生まれつき真っ赤な鼻をしていたトナカイ__ルドルフは、その鼻のせいでみんなから馬鹿にされ悲しい日々を送るが、あるクリスマス・イヴの夜にサンタからこう言われるのだ。
「君はみんなとは違う。でも、だからすごいんだ。君のピカピカの赤鼻はみんなとは違うけれど、暗い夜道も霧の中も照らすことができる。だから役に立つんだよ!」
その年からルドルフを先頭にした計9頭のトナカイ達がサンタのソリを引き、世界中に夢を運ぶのだ。
とても素敵なお話だ。願わくば私も、ルドルフにこの先行く道を照らしてもらいたい。
そんな事を思いながら、イルミネーションでキラキラと光り輝く街中を歩いていく。
もう外は暗いというのに大通りは大勢の人で賑わい、至る所からクリスマスの曲が流れている。街中お祭りムードだ。
そんな明るい世界から遠ざける様に、どんどんイルミネーションが少なくなる方へ足を進めた。
「つーいた」
40分も歩いて着いた場所。そこは、なんのイルミネーションもなければ人気もなく、静かで廃れた公園だ。

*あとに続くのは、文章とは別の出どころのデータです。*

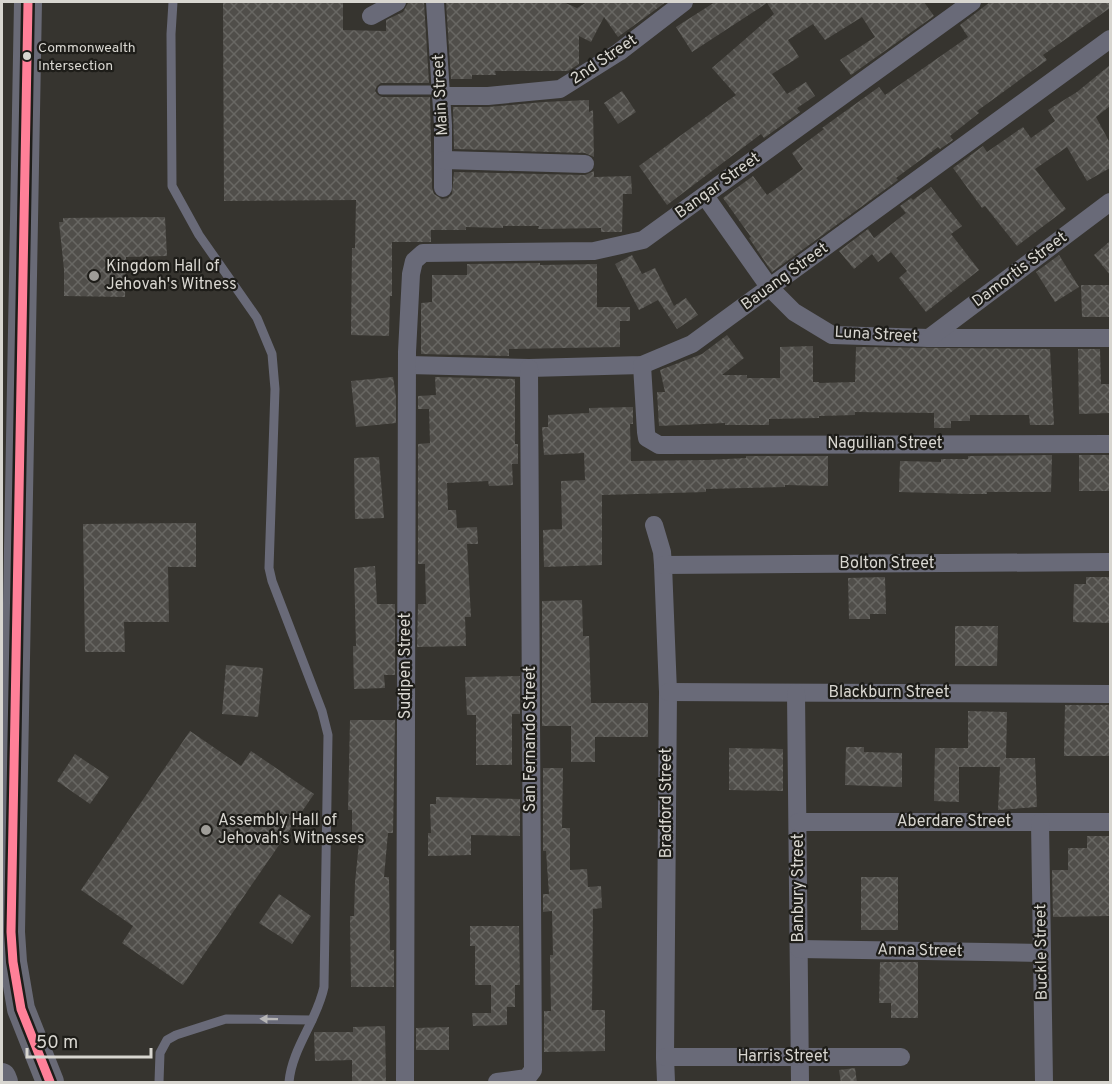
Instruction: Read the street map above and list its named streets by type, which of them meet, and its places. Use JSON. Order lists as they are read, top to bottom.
{
  "streets": {
    "street": [
      "2nd Street",
      "Main Street",
      "Bangar Street",
      "Damortis Street",
      "Bauang Street",
      "Luna Street",
      "Naguilian Street",
      "Bolton Street",
      "Sudipen Street",
      "Blackburn Street",
      "San Fernando Street",
      "Bradford Street",
      "Aberdare Street",
      "Banbury Street",
      "Anna Street",
      "Buckle Street",
      "Harris Street"
    ]
  },
  "crossings": [
    ["2nd Street", "Main Street"],
    ["Bangar Street", "Luna Street"],
    ["Bangar Street", "Sudipen Street"],
    ["Damortis Street", "Luna Street"],
    ["Bauang Street", "Luna Street"],
    ["Bauang Street", "Naguilian Street"],
    ["Bauang Street", "Sudipen Street"],
    ["Bauang Street", "San Fernando Street"],
    ["Bolton Street", "Bradford Street"],
    ["Blackburn Street", "Bradford Street"],
    ["Blackburn Street", "Banbury Street"],
    ["Bradford Street", "Harris Street"],
    ["Aberdare Street", "Banbury Street"],
    ["Aberdare Street", "Buckle Street"],
    ["Banbury Street", "Anna Street"],
    ["Banbury Street", "Harris Street"],
    ["Anna Street", "Buckle Street"]
  ],
  "places": ["Commonwealth Intersection", "Kingdom Hall of Jehovah's Witness", "Assembly Hall of Jehovah's Witnesses"],
  "scale_bar": "50 m"
}
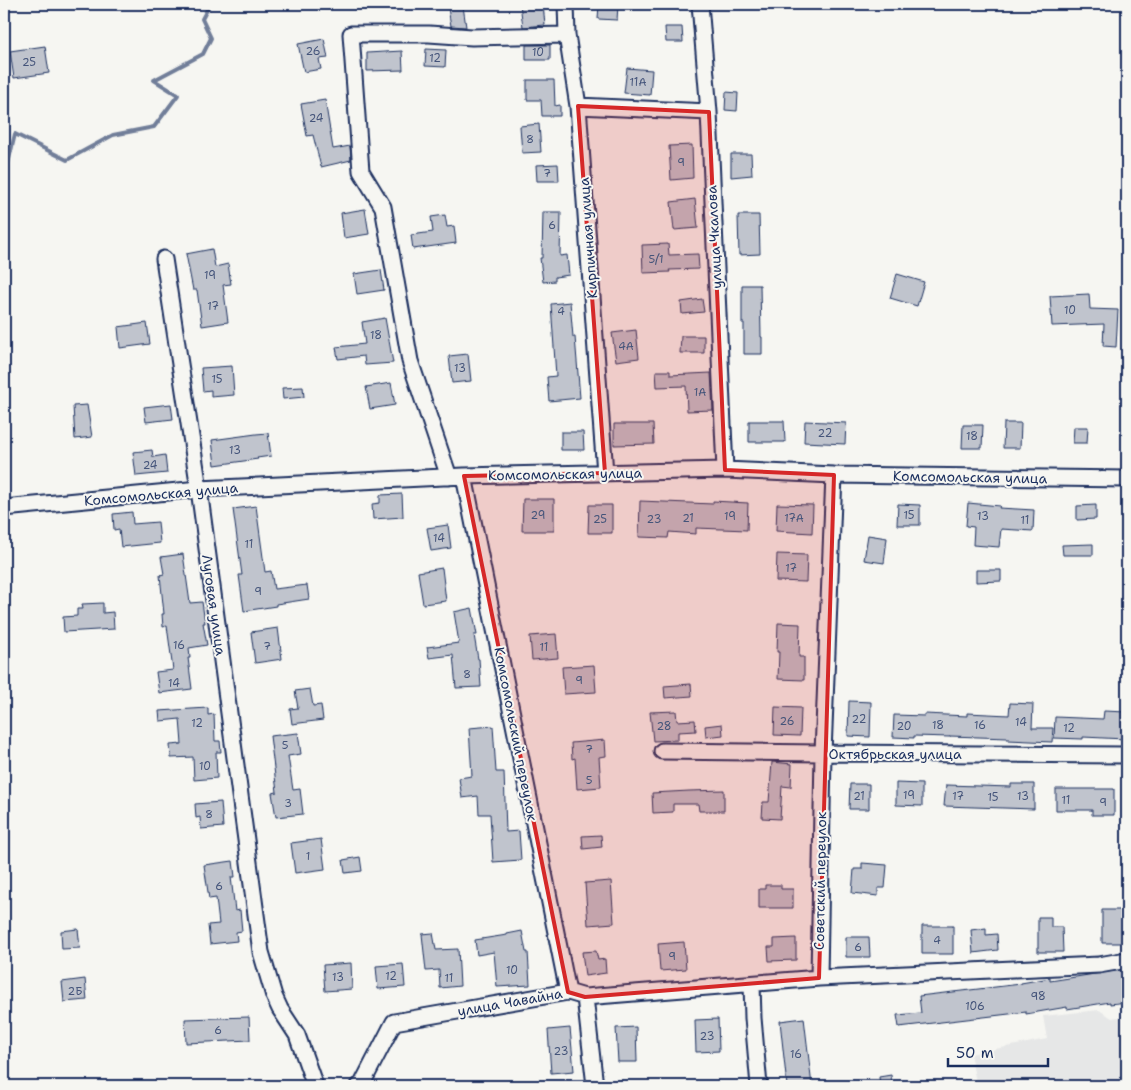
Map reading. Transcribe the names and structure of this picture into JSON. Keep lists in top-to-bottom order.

錆び付いたベンチに腰をかけ、スマホにある時計アプリを開いた。
長針が59を指しており、秒針はチクタクと0へ近づいていく。
「5…4…3…2…1…」
"
そう言うと同時に、20時になる。まあ、20時になっても何も起こらないのだが。
今日の日付に目を向ければ、12月24日と表示されていた。そう、今日はクリスマス・イヴだ。
「1年前と、なんも変わってないな…」
この先どうすればいいのかさっぱり分からず、嫌なことから逃げるように自分の中に閉じこもり、生きる意味すら分からずにまた1年を過ごしてしまった。
まるで、霧の中にいるような気分だ。
視界を霧で奪われ、前も後ろも右も左も分からない。霧を晴らす
だから、他者に導かれることを願ってしまうのだ。
よっこらせ、と年寄り臭いことを言ってベンチから腰を上げ、不揃いのスカートについたゴミを払い落とす。
すると、公園の入口から足音が聞こえた。
「中学生…?こんな時間に何してんの?風邪引くよ」
特別低い訳でもなく高い訳でもない、聞いていて心地のいい声が耳に届いた。